Brain surgery is one of the most tedious of all surgeries, requiring the most antiseptic of all places. However, Dean seems to be doing most of the work in an open room lit by candles, not what I would consider a sanitary place to have someone’s head opened up.

And even though Rod is a member of the “TS-motherfuckin'-A” it seems almost coincidental that he would have been able to locate Chris when he does. Of course, no one wants to look a savior in the mouth, but his appearance at that moment is a bit of a Deus ex Machina.
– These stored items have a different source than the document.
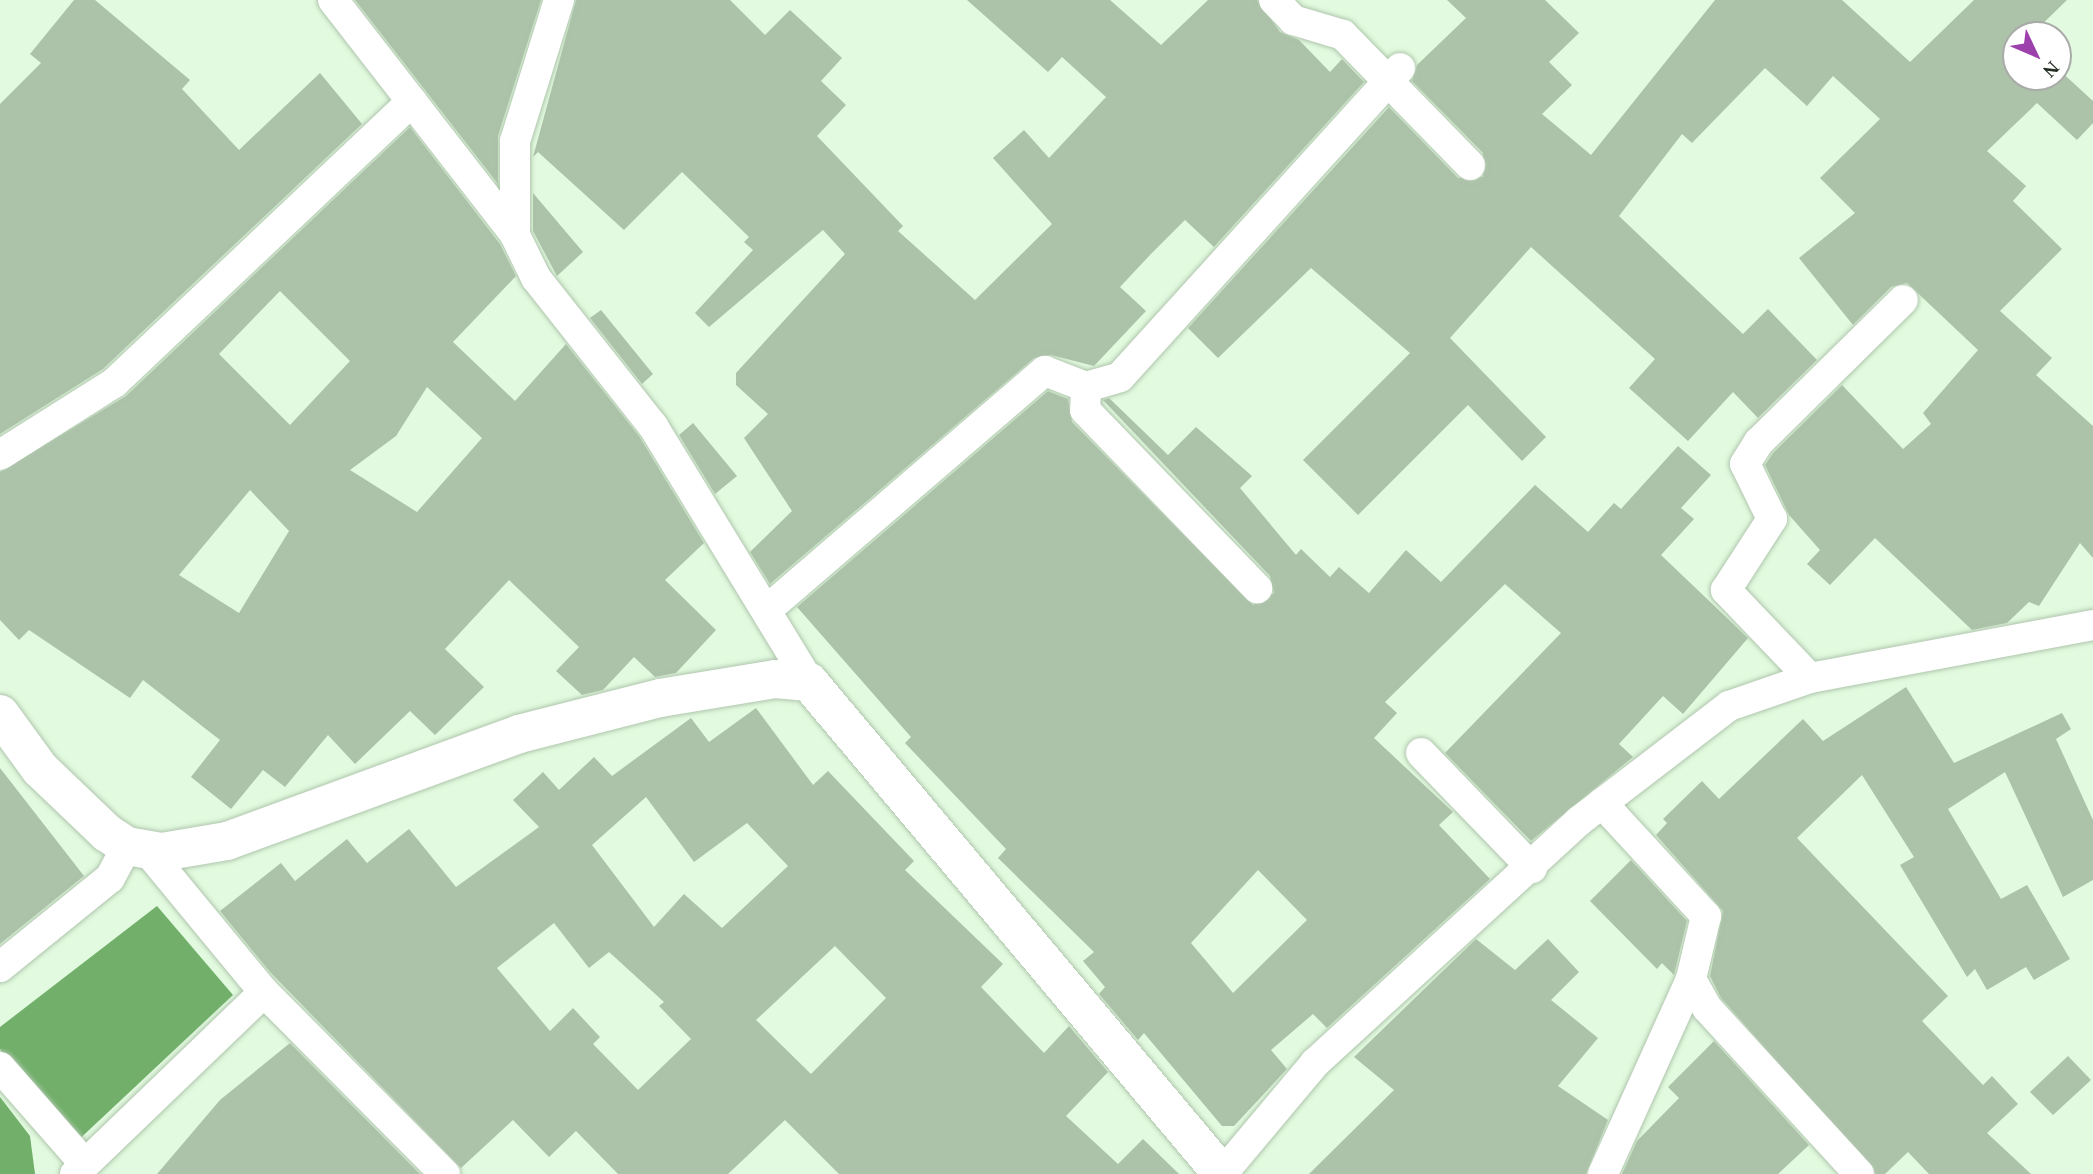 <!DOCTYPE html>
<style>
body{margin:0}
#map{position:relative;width:2093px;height:1174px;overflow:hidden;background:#e2fadf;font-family:"Times New Roman",serif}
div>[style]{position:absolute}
.water>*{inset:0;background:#71af6a}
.building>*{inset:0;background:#acc2a9}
.roads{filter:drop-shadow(0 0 2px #afc6ad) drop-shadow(0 0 2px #afc6ad)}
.street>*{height:30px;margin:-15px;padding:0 15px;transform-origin:15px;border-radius:15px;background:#fff}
.secondary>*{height:38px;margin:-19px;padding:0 19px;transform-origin:19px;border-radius:19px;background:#fff}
span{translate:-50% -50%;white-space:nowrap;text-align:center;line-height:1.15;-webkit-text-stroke:6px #fff;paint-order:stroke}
.north{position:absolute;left:2002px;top:21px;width:70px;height:70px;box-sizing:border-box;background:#fff;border:2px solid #a8aba7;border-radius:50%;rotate:134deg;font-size:19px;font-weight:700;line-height:28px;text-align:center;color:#252e24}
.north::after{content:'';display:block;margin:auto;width:24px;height:32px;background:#9c40ab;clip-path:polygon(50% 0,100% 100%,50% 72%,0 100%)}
</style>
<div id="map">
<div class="water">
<div style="clip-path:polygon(157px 906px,233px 995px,72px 1146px,0 1049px,0 1027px)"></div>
<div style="clip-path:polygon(0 1097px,30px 1136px,35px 1174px,0 1174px)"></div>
</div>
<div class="building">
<div style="clip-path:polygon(74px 0,95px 0,190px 80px,182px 89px,239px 150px,320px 73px,362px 124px,103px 369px,0 434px,0 104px,41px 63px,30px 54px)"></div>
<div style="clip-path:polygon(355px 0,541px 0,498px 136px,498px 184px)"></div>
<div style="clip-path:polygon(576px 0,730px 0,765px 35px,790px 10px,842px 58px,821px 81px,846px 105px,817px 136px,903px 226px,898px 231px,975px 300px,1052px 224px,993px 158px,1024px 130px,1049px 158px,1106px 97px,1062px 57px,1048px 72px,967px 0,1110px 0,1161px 45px,1208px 0,1257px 0,1280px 32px,1299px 40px,1330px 72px,1342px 59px,1364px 82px,1214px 247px,1185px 220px,1149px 256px,1120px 287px,1146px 311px,1094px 366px,1051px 355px,1034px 358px,770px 584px,750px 552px,792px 511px,744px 438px,768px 414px,736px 385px,736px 373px,845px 254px,823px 230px,709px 327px,695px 313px,753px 250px,744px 242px,749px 237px,682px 172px,624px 230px,538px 152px,533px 157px)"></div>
<div style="clip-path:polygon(1447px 0,1545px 0,1579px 33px,1549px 62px,1572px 85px,1542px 114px,1591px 155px,1715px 0,1842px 0,1910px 62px,1974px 0,2067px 0,2031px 35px,2016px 35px,2016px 77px,2058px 77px,2058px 69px,2093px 101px,2093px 123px,2077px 140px,2037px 103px,1987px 151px,2026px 186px,2013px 201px,2062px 249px,2000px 311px,2052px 358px,2036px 375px,2093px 426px,2093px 558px,2080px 543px,2039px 606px,2029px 602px,2007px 623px,1972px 630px,1875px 538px,1830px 585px,1807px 564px,1820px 550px,1789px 515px,1765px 465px,1773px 453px,1842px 385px,1903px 449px,1931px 424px,1923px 413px,1978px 350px,1907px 283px,1891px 287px,1853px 325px,1799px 258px,1855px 213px,1820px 178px,1880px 119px,1833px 76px,1807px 106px,1765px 68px,1692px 143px,1682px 134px,1619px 216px,1743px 334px,1768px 309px,1817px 360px,1758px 418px,1733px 392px,1688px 441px,1629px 388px,1655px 359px,1531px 247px,1450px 338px,1546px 437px,1522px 461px,1468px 405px,1358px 515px,1303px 460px,1410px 353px,1311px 268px,1218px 358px,1188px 328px,1389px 107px,1458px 178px,1483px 177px,1483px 153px,1412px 81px,1417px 65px,1466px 18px)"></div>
<div style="clip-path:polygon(evenodd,410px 127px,500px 244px,516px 276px,453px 342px,515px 401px,566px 344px,639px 436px,704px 543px,665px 580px,716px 630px,676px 673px,655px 677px,634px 657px,603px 690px,582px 695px,556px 671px,579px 647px,509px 580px,445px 649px,484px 687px,435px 735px,410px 711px,355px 764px,328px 735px,285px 787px,263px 770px,231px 809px,191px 777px,220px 740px,143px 680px,130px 698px,29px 630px,19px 640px,0 620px,0 472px,126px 396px,410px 127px,280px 291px,350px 361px,290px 425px,219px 354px,280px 291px,410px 127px,427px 387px,482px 438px,417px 512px,350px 470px,396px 436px,427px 387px,410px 127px,250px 490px,289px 531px,239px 613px,179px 575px,250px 490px)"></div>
<div style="clip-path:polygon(533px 193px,583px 252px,557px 276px,533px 231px)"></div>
<div style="clip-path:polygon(601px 310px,653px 374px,642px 384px,590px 318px)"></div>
<div style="clip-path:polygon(evenodd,1048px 391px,1068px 399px,1072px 422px,1253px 605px,1274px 593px,1270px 576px,1103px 400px,1109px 398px,1168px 455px,1196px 427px,1252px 476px,1240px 488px,1296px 555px,1301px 549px,1330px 577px,1339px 567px,1369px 593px,1406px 550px,1441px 582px,1535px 485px,1588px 532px,1614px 503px,1621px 509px,1678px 446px,1711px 475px,1681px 508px,1694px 519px,1661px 555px,1748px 638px,1683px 714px,1663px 696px,1619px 744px,1633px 757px,1531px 841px,1445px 753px,1561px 633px,1505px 584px,1385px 702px,1397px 713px,1374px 738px,1453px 812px,1439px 825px,1490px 879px,1327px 1028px,1313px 1014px,1271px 1050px,1287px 1069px,1234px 1126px,1222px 1126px,1144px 1033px,1138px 1040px,1099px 994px,1105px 987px,1083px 961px,1094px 952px,998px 858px,1006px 849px,905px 743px,911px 737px,797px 607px,1048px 391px,1258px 870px,1307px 920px,1233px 993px,1191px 943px,1258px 870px)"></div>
<div style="clip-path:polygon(693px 423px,737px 476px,715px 494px,679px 435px)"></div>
<div style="clip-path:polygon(1906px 687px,1954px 763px,2062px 713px,2071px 729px,2056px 739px,2093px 820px,2093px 880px,2063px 897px,2005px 772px,1948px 809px,2001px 899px,2027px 885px,2070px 959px,2034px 980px,2026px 967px,1987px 990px,1975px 969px,1967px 977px,1900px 865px,1914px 857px,1862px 775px,1797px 838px,1948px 996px,1922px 1021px,1983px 1085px,1992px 1076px,2018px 1104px,1987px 1133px,2031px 1174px,1929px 1174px,1908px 1152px,1885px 1174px,1876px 1174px,1721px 998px,1710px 976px,1723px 911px,1656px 835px,1667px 823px,1663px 819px,1702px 781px,1719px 799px,1803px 719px,1823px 741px)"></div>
<div style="clip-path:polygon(evenodd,756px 708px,813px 785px,828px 771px,914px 861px,905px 870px,1003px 964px,981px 987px,1044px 1053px,1069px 1026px,1108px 1072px,1066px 1116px,1118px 1164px,1143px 1139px,1179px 1174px,839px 1174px,785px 1120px,728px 1174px,618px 1174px,576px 1131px,549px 1157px,513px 1120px,461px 1168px,270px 972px,220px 911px,281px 863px,295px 881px,347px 839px,367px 863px,409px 829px,456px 887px,539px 827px,513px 800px,543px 772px,559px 790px,594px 757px,612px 776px,691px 718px,709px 742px,756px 708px,646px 797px,694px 862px,747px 823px,788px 866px,722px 928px,684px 894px,654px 927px,592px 845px,646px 797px,756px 708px,554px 923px,589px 968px,609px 952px,664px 1002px,659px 1006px,691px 1039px,638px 1090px,593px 1044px,600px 1037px,573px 1008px,550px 1031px,497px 968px,554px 923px,756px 708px,835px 946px,886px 998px,811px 1074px,756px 1020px,835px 946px)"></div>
<div style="clip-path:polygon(0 768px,84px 876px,0 944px)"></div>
<div style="clip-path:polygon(1631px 860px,1687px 921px,1674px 975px,1662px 963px,1657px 969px,1590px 901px)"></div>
<div style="clip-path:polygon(1476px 939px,1515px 970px,1548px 939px,1579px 972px,1551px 1000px,1598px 1038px,1558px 1086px,1608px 1120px,1586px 1174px,1309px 1174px,1394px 1090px,1354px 1057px)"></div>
<div style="clip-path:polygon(1714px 1041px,1809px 1145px,1778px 1174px,1622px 1174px,1637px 1141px,1679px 1098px,1668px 1087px)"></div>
<div style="clip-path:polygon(290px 1043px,420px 1174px,157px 1174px,220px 1100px)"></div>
<div style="clip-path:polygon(2068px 1056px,2091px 1080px,2053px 1115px,2030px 1092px)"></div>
</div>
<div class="roads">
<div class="street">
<div style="left:333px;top:0;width:297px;rotate:52.2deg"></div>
<div style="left:559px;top:0;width:148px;rotate:107.3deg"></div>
<div style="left:515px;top:141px;width:94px;rotate:90deg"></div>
<div style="left:515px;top:235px;width:48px;rotate:64deg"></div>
<div style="left:536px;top:278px;width:189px;rotate:51.7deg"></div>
<div style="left:653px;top:426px;width:300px;rotate:58.6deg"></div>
<div style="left:1274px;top:0;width:28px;rotate:46deg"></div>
<div style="left:1293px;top:20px;width:52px;rotate:16.7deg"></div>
<div style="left:1343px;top:35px;width:182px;rotate:45.7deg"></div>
<div style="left:1086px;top:387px;width:23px;rotate:92deg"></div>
<div style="left:1085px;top:410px;width:248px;rotate:46deg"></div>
<div style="left:0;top:455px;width:135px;rotate:-32.3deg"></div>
<div style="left:114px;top:383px;width:410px;rotate:-43.4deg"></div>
<div style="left:769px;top:608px;width:364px;rotate:-40.7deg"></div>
<div style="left:1045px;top:371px;width:44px;rotate:21.3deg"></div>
<div style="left:1086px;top:387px;width:35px;rotate:-16deg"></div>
<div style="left:1120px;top:377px;width:417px;rotate:-47.8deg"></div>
<div style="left:1810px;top:678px;width:122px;rotate:-133.7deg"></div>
<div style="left:1726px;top:590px;width:85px;rotate:-57.1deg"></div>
<div style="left:1772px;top:519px;width:61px;rotate:-116.1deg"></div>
<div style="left:1745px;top:464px;width:26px;rotate:-58deg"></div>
<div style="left:1759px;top:442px;width:202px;rotate:-44.6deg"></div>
<div style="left:1421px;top:753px;width:160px;rotate:46deg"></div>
<div style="left:1602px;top:803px;width:154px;rotate:47.4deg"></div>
<div style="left:1706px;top:916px;width:65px;rotate:103.4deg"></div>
<div style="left:1691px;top:979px;width:33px;rotate:61deg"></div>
<div style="left:1707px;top:1008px;width:225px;rotate:47.5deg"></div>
<div style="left:146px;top:849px;width:185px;rotate:50.5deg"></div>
<div style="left:264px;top:992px;width:257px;rotate:45.2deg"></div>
<div style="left:0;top:967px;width:141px;rotate:-39deg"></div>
<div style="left:110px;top:878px;width:36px;rotate:-62deg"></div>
<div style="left:0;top:1067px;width:129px;rotate:48.8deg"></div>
<div style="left:75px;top:1174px;width:262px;rotate:-43.9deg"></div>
<div style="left:1222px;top:1174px;width:145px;rotate:-50deg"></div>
<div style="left:1315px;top:1063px;width:358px;rotate:-42.5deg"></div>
<div style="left:1579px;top:821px;width:189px;rotate:-37.5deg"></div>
<div style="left:1729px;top:706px;width:86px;rotate:-19.1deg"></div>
<div style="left:1810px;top:678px;width:288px;rotate:-10.6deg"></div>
<div style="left:1603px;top:1174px;width:214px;rotate:-65.7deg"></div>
</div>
<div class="secondary">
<div style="left:0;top:714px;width:68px;rotate:54deg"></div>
<div style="left:40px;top:769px;width:93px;rotate:43.7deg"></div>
<div style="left:107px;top:833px;width:24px;rotate:33deg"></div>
<div style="left:127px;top:846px;width:36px;rotate:10deg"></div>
<div style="left:162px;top:852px;width:66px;rotate:-9.6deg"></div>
<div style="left:227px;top:841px;width:311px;rotate:-20.1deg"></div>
<div style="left:519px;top:734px;width:146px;rotate:-14.3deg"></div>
<div style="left:660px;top:698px;width:117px;rotate:-9.4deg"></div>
<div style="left:775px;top:679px;width:34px;rotate:5deg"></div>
<div style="left:809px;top:682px;width:642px;rotate:49.99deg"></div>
</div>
</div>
<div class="north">N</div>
</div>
Most of the power of the movie comes from the dialogue, which subtly plants clues all along the way. In retrospect, the dialogue takes on a different meaning. The script is as responsible as anything for the success of the film.

Allison Williams, the daughter of news anchor Brian Williams and a former cast member of the HBO series “Girls”, plays the very pleasant looking, though very evil, Rose. While she appears to be not only loving towards Chris, she also looks protective of him as well, in the scene with the Highway Patrolman. One of the great things about the film is that you can look back on scenes like this and see that she wasn’t being protective but rather trying to hide the evidence that Chris was ever there.

Chris and Rose in a happier moment together.

Daniel Kaluuya’s Chris seems all too accepting of things as they happen and a little naïve. We never really seem him react until he’s trapped. And even after he had seen the photos of Rose with other Black men he is still looking to her to help him out until it becomes painfully obvious that she’s not going to. All that makes his outburst at the end all the more powerful. The movie comes close but it doesn’t fall into the trap of having Chris be saved. On his own, he saves himself, making him more heroic.

The other actors, especially Bradley Whitford and Catherine Keener, are both good in their roles. The fact that they start off so pro-Chris makes their ultimate betrayal all the more powerful. Whitford, who many will remember for his role in The West Wing, has been cast before as evil, playing a man who claims to be Red John in The Mentalist series. But then it was more of a claim to be evil, here we actually see him being evil.

Bradley Whitford and Catherine Keener are good in their roles.

But the real mastermind is Missy, who apparently has no qualms about using her hypnotic powers for evil. What she does to Chris she has apparently done many times before. This also seems to be a bit of a departure for Keener. Better known for her roles in Being John Malkovich (1999), Capote (2005) and The 40-Year-Old Virgin (2005), this also seems to be her playing against type and doing a good job with the role.

Lil Rel Howery sort of steals the movie.

Kaluuya and Williams may be the stars of the film but Lil Rel Howery sort of steals the show. While the comedian had appeared before on film and TV, his appearance in Get Out made him a much bigger star and no doubt led to his own comedy series, Rel, which debuted this fall. Every time he’s on the screen, he outshines pretty much anyone else. And his comedic relief is just what is needed after a rather harrowing sequence.

While horror may not be for everyone, this is really a very good film, despite the genre. Jordan Peele definitely has a promising career in films waiting for him. You look forward to seeing what he does next.